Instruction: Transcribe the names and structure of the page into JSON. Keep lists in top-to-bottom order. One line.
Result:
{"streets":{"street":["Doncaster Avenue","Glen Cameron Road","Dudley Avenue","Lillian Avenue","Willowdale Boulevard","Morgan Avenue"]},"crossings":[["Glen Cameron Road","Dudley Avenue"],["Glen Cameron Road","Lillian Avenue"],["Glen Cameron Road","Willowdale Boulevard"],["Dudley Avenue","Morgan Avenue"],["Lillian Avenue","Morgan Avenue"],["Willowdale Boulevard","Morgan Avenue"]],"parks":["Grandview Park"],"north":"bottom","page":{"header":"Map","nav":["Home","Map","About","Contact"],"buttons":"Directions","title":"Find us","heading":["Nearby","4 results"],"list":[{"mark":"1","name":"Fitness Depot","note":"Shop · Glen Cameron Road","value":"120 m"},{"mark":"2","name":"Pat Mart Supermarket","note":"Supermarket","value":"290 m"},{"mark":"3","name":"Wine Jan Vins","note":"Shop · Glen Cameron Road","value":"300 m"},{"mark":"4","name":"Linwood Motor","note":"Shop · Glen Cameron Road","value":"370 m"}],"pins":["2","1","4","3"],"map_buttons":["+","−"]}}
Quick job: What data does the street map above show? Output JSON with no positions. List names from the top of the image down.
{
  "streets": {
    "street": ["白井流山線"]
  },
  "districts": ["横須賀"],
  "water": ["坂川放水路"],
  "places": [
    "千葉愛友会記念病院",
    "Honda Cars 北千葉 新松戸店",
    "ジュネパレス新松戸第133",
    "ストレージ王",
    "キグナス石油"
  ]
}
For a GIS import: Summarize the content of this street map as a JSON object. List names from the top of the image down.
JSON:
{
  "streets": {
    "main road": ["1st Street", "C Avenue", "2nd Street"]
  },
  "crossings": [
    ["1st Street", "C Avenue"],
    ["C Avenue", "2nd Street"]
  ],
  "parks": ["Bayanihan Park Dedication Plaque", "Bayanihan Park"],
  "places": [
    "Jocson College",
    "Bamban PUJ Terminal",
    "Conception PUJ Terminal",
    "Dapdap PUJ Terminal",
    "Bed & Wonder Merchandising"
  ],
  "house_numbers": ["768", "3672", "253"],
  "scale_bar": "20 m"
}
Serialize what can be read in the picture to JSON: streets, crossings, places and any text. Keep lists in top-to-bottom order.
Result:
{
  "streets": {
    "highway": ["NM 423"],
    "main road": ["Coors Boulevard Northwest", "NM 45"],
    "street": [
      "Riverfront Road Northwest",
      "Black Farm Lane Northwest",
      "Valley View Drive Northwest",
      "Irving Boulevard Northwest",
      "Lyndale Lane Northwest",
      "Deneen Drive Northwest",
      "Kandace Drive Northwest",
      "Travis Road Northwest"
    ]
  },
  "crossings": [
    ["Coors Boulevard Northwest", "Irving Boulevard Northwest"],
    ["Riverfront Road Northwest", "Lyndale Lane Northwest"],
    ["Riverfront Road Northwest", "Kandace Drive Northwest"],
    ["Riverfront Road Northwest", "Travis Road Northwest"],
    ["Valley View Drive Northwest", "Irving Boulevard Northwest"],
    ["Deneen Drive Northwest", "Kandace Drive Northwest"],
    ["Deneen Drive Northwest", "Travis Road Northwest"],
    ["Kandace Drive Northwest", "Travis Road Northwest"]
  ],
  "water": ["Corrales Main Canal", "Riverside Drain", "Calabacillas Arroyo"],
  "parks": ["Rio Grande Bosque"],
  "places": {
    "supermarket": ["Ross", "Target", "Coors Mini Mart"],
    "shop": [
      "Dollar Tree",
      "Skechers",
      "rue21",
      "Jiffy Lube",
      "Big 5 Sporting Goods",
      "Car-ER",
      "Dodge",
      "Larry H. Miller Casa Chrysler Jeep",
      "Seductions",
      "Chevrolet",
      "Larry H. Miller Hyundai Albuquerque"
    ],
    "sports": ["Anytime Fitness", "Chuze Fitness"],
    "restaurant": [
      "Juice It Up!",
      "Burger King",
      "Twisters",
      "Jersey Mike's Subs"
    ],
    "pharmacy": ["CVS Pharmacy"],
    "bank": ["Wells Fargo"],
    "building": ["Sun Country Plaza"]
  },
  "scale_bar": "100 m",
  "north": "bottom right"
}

+===+

What is expected: The whole listing should be transcribed word for word.

Answer for the task:
Instruction: Transcribe the names and structure of the page into JSON. Keep lists in top-to-bottom order. One line.
Result:
{"streets":{"street":["Doncaster Avenue","Glen Cameron Road","Dudley Avenue","Lillian Avenue","Willowdale Boulevard","Morgan Avenue"]},"crossings":[["Glen Cameron Road","Dudley Avenue"],["Glen Cameron Road","Lillian Avenue"],["Glen Cameron Road","Willowdale Boulevard"],["Dudley Avenue","Morgan Avenue"],["Lillian Avenue","Morgan Avenue"],["Willowdale Boulevard","Morgan Avenue"]],"parks":["Grandview Park"],"north":"bottom","page":{"header":"Map","nav":["Home","Map","About","Contact"],"buttons":"Directions","title":"Find us","heading":["Nearby","4 results"],"list":[{"mark":"1","name":"Fitness Depot","note":"Shop · Glen Cameron Road","value":"120 m"},{"mark":"2","name":"Pat Mart Supermarket","note":"Supermarket","value":"290 m"},{"mark":"3","name":"Wine Jan Vins","note":"Shop · Glen Cameron Road","value":"300 m"},{"mark":"4","name":"Linwood Motor","note":"Shop · Glen Cameron Road","value":"370 m"}],"pins":["2","1","4","3"],"map_buttons":["+","−"]}}
Quick job: What data does the street map above show? Output JSON with no positions. List names from the top of the image down.
{
  "streets": {
    "street": ["白井流山線"]
  },
  "districts": ["横須賀"],
  "water": ["坂川放水路"],
  "places": [
    "千葉愛友会記念病院",
    "Honda Cars 北千葉 新松戸店",
    "ジュネパレス新松戸第133",
    "ストレージ王",
    "キグナス石油"
  ]
}
For a GIS import: Summarize the content of this street map as a JSON object. List names from the top of the image down.
JSON:
{
  "streets": {
    "main road": ["1st Street", "C Avenue", "2nd Street"]
  },
  "crossings": [
    ["1st Street", "C Avenue"],
    ["C Avenue", "2nd Street"]
  ],
  "parks": ["Bayanihan Park Dedication Plaque", "Bayanihan Park"],
  "places": [
    "Jocson College",
    "Bamban PUJ Terminal",
    "Conception PUJ Terminal",
    "Dapdap PUJ Terminal",
    "Bed & Wonder Merchandising"
  ],
  "house_numbers": ["768", "3672", "253"],
  "scale_bar": "20 m"
}
Serialize what can be read in the picture to JSON: streets, crossings, places and any text. Keep lists in top-to-bottom order.
Result:
{
  "streets": {
    "highway": ["NM 423"],
    "main road": ["Coors Boulevard Northwest", "NM 45"],
    "street": [
      "Riverfront Road Northwest",
      "Black Farm Lane Northwest",
      "Valley View Drive Northwest",
      "Irving Boulevard Northwest",
      "Lyndale Lane Northwest",
      "Deneen Drive Northwest",
      "Kandace Drive Northwest",
      "Travis Road Northwest"
    ]
  },
  "crossings": [
    ["Coors Boulevard Northwest", "Irving Boulevard Northwest"],
    ["Riverfront Road Northwest", "Lyndale Lane Northwest"],
    ["Riverfront Road Northwest", "Kandace Drive Northwest"],
    ["Riverfront Road Northwest", "Travis Road Northwest"],
    ["Valley View Drive Northwest", "Irving Boulevard Northwest"],
    ["Deneen Drive Northwest", "Kandace Drive Northwest"],
    ["Deneen Drive Northwest", "Travis Road Northwest"],
    ["Kandace Drive Northwest", "Travis Road Northwest"]
  ],
  "water": ["Corrales Main Canal", "Riverside Drain", "Calabacillas Arroyo"],
  "parks": ["Rio Grande Bosque"],
  "places": {
    "supermarket": ["Ross", "Target", "Coors Mini Mart"],
    "shop": [
      "Dollar Tree",
      "Skechers",
      "rue21",
      "Jiffy Lube",
      "Big 5 Sporting Goods",
      "Car-ER",
      "Dodge",
      "Larry H. Miller Casa Chrysler Jeep",
      "Seductions",
      "Chevrolet",
      "Larry H. Miller Hyundai Albuquerque"
    ],
    "sports": ["Anytime Fitness", "Chuze Fitness"],
    "restaurant": [
      "Juice It Up!",
      "Burger King",
      "Twisters",
      "Jersey Mike's Subs"
    ],
    "pharmacy": ["CVS Pharmacy"],
    "bank": ["Wells Fargo"],
    "building": ["Sun Country Plaza"]
  },
  "scale_bar": "100 m",
  "north": "bottom right"
}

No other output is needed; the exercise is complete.